Liban mosaïque de confessions et croyances.
Liban rattrapé par une haine collante, prédatrice.
Liban si beau de ce kaléidoscope de fois n’a pas droit à cette tolérance.
N’a plus le droit et se soumet car la tolérance est dangereuse.
La tolérance devient un extrémisme.
Le monde est sens dessus dessous.
Les images normales qui collent à la peau une fois la lecture achevée, de ces rues bombardées, de cet appartement troué en son plein milieu, de ces chants d’armes lancinants, les mitraillettes qui bercent et les bombes qui endorment, au loin. Comme les chants d’oiseau en été annoncent les heures du jour et rythme la vie. C’est ainsi que peut apparaître au lecteur le pays qui nous est ouvert dans Le jour où Nina Simone a cessé de chanter.
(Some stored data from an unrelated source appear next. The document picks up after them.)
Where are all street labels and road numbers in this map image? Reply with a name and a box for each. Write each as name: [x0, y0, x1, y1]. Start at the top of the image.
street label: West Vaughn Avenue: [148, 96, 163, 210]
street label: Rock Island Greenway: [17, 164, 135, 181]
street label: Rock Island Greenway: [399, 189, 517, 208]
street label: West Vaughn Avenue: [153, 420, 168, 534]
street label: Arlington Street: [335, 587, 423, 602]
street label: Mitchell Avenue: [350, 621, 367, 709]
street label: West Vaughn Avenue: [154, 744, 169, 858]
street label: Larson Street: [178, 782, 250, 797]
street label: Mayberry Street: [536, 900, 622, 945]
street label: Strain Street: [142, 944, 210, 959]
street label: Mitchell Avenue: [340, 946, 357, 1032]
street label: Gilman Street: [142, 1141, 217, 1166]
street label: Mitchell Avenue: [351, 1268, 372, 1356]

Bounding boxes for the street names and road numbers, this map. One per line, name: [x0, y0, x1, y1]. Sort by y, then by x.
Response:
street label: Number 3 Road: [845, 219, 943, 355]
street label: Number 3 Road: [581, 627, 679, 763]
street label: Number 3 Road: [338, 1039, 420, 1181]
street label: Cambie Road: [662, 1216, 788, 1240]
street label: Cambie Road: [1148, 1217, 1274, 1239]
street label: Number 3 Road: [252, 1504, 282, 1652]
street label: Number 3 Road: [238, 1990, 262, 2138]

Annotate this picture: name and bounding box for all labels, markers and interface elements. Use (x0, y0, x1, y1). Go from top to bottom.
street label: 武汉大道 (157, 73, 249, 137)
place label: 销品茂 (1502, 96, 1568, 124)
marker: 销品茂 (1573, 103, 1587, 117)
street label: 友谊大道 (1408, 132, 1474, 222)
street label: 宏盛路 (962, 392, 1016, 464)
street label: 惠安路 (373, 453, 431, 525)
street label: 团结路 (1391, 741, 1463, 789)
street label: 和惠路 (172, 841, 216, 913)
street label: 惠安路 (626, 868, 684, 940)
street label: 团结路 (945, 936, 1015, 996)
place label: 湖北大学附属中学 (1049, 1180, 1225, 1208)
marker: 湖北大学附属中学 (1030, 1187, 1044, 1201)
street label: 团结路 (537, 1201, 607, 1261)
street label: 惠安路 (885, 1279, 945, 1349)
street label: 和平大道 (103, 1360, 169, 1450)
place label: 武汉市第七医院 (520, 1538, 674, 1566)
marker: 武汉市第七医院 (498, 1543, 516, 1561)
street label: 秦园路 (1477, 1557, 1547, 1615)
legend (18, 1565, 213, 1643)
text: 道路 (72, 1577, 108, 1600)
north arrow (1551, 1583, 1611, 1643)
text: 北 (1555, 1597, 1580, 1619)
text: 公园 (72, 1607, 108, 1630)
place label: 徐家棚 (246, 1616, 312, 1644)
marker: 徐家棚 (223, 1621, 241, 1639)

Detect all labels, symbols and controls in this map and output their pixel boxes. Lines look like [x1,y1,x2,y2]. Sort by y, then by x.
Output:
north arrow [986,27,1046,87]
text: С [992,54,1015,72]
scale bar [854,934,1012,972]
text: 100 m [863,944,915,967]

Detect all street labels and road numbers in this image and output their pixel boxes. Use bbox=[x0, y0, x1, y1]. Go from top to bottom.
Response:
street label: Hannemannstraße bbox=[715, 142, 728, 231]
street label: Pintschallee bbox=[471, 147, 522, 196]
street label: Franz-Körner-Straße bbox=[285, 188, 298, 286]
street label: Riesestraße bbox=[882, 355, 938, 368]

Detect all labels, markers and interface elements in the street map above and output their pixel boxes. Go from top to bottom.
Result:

On connaît le Liban indirectement, trop peu, comme un acteur secondaire, un deuxième violon. Il prend ici toute son ampleur dans son Histoire retracée à travers les yeux, non pas les yeux ! Que dis-je ! À revers le corps tout entier de l’héroïne, son corps de fille puis de femme. La sensorialité est au coeur de ce récit et les yeux et leur intellectualité ne suffisent sûrement pas à le décrire. Darina grandit avec les bombes. Elle ne fait pas que les regarder et témoigner. Bien sûr que sa parole à valeur de témoignage et que le lecteur l’entend ainsi. Mais elle nous fait sentir ce pays et le tourbillon dans lequel il roule et danse. La guerre devient avec les mots de Darina un art de vivre, presque une addiction, une adrénaline permanente, jouissive au final pour ne pas en crever. La guerre semble comme un cocon, un étrange nid où la jeune femme trouve sa place. Elle y trouve aussi la beauté, la poésie. Et l’on écarquille les yeux parce qu’on ne peut pas comprendre si l’on n’a pas connu la guerre. On se contente d’assister au monde la tête en bas. L’absurde finit par poindre.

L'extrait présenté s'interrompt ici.